Living for the City

Stevie Wonder, 1973

What was life like in Mississippi for the young man in this song? What was good and bad about life there? What was his family like? Why does he leave Mississippi? No work, discrimination.

Imagine this is a skit. What happens between the second and third verses? Who takes advantage of him in the city? Why does the newcomer trust the city guy? Called him "brother," offers a chance to earn money.

Does he escape racial discrimination in the city? Where does he come up against it? What other problems is he confronted with? Crime, drugs, strangers. What ends up happening to him?

Compare this song to "The Bowery" and "No Irish Need Apply" in Unit 5, and "In America" in Unit 9. How are the experiences of these newcomers to the city similar to and different from the story in this song?

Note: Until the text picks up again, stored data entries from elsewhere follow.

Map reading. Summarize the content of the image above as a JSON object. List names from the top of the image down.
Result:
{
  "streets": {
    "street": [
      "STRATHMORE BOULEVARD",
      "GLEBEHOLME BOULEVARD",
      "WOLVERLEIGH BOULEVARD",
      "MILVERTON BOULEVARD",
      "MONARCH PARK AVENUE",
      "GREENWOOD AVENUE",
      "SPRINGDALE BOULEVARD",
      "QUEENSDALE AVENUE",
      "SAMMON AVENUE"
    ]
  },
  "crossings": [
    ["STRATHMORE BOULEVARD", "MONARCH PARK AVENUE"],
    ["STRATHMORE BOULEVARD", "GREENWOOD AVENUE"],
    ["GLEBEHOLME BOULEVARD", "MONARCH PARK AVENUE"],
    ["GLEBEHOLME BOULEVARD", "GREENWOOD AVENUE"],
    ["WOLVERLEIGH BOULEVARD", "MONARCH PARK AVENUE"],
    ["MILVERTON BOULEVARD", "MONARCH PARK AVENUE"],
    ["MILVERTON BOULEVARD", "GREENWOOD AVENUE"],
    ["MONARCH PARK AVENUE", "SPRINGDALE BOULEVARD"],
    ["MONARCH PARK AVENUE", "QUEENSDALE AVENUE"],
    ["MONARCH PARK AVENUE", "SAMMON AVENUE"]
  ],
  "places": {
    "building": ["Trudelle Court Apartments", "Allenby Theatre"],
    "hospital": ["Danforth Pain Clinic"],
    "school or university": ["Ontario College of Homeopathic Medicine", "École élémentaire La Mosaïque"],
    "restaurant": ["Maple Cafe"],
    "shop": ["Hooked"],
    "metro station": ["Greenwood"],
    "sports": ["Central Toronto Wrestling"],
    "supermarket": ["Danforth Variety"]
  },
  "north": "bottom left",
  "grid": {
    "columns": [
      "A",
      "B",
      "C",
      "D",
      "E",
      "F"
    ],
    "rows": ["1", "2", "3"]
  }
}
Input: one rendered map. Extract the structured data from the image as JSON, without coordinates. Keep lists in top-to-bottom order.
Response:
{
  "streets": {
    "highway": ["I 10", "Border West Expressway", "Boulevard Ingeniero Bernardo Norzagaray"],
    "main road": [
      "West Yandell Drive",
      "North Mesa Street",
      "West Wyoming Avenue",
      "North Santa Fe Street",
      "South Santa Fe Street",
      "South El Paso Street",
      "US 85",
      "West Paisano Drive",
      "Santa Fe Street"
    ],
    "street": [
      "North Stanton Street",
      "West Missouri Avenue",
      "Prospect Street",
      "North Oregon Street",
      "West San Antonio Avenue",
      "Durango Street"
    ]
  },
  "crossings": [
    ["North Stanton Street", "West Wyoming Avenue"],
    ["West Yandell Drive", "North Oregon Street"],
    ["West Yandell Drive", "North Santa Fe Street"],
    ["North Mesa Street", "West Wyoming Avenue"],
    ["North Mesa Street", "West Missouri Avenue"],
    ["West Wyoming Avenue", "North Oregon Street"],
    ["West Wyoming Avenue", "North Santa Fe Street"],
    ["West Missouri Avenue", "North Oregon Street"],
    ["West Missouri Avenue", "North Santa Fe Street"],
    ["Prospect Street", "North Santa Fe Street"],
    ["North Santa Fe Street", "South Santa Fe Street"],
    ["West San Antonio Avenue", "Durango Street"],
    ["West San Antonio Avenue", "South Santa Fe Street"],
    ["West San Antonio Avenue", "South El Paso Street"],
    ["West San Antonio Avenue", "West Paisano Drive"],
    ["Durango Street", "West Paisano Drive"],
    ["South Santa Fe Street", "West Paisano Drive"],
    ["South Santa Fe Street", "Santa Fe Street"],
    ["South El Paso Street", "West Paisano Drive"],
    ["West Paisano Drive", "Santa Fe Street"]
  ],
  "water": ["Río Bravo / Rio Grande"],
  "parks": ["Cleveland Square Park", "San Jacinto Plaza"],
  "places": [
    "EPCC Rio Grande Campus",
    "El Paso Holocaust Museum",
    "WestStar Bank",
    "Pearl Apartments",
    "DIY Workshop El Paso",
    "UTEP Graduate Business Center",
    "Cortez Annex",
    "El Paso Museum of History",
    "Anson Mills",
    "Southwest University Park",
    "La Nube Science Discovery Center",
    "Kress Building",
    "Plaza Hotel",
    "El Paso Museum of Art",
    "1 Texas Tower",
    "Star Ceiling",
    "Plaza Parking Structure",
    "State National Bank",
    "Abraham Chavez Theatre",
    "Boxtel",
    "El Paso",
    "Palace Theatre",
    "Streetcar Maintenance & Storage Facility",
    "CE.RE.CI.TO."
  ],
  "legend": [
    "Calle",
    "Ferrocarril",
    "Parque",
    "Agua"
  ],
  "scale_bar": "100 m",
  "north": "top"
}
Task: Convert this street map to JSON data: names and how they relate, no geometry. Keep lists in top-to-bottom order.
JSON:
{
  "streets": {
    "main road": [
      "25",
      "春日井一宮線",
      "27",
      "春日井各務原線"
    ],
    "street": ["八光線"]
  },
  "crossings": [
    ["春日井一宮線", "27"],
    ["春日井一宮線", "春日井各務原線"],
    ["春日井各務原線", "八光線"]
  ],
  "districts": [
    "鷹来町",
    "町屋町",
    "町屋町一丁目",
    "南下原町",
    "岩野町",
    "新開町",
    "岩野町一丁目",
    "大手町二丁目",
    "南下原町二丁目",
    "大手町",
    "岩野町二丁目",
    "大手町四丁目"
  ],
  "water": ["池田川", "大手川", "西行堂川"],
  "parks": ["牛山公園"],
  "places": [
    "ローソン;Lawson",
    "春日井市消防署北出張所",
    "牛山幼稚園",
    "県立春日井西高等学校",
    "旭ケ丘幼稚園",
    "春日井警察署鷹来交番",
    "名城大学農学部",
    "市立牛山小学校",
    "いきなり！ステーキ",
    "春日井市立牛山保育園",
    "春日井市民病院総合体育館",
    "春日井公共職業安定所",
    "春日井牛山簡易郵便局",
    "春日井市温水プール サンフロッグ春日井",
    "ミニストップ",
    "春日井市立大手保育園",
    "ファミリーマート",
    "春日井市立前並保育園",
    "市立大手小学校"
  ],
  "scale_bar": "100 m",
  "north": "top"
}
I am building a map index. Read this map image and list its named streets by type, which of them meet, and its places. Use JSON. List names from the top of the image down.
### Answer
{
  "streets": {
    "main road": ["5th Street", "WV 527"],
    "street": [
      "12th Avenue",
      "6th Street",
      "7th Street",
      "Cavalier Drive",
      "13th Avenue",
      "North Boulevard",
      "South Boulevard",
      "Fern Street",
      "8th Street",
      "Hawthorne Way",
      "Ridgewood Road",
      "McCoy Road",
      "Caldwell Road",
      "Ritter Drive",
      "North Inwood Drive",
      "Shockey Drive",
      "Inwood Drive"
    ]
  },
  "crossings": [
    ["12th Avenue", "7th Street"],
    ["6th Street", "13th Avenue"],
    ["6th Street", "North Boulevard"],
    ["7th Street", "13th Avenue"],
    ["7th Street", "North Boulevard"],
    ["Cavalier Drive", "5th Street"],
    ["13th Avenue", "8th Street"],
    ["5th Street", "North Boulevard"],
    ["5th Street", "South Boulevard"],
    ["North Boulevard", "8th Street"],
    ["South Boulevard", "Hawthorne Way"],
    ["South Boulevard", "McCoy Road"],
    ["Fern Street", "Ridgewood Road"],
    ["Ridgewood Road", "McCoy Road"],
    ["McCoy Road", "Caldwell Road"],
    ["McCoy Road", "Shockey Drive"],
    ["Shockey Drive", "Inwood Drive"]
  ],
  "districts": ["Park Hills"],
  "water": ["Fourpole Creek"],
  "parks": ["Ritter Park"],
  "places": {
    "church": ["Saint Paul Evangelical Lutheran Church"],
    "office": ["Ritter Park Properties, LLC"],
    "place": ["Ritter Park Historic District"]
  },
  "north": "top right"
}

Compare it to "Small Town" also in Unit 9. Which is better: living in the city or in a small town?

What was the Great Migration? When did it happen? Are we still seeing this kind of migration today? Who and where? "Rust belt" to "Sun belt." Why? What causes people to move from the place where they grew up?

What kinds of support systems did migrating groups set up to help out newcomers to the city? What groups specifically helped Blacks? Urban League, NAACP, churches. How could groups like this participate in Stevie Wonder's vision?

"Living for the City" performed by Stevie Wonder on Innervisions. Motown Records, © 1973. Available on Itunes, Spotify, and YouTube.


For more informaton on Stevie Wonder, visit his official website.

Rights have not been secured to reprint the words for this song. For the lyrics please consult this online source:

Sheet music cover for Stevie Wonder's "Living for the City."

Born Steveland Judkins Morris in 1950 in Saginaw, Michigan, and blind from birth, Wonder learned piano at age seven and by age nine also played drums and harmonica. In 1954 his family moved to Detroit, where he sang in the church choir and developed an affinity for R&B, particularly Ray Charles and Sam Cooke. He signed with Motown records in 1961 as "Little Stevie Wonder" and was marketed as a young "genius," especially after his first hit album in 1963. Like other Motown artists, Wonder's earliest recordings were strictly supervised, allowing little artistic freedom, but resulting in a string of Top 40 hits.

In 1971, when Wonder reached the legal age of 21 and his contract expired, he financed his own albums so he could maintain artistic control. He began to address the social issues that he cared about. His songs, like much of African American music after the mid-1960s, became more political as they reflected and commented on the charged atmosphere in African American communities and the sometimes-strained relationship between Blacks and whites.

"Living for the City" is one of his most poignant songs, dealing with the struggles of a young Black male in New York City. The leading motivation of the Great Migration of the 1910s–1940s was to escape the hard times in the rural south and seek better opportunities in the northern cities, yet many Blacks found that urban life did not fulfill expectations, as related in this song.

Although Wonder's productivity declined after 1976, he continues to collaborate with a diverse group of popular musicians, especially in support of social efforts.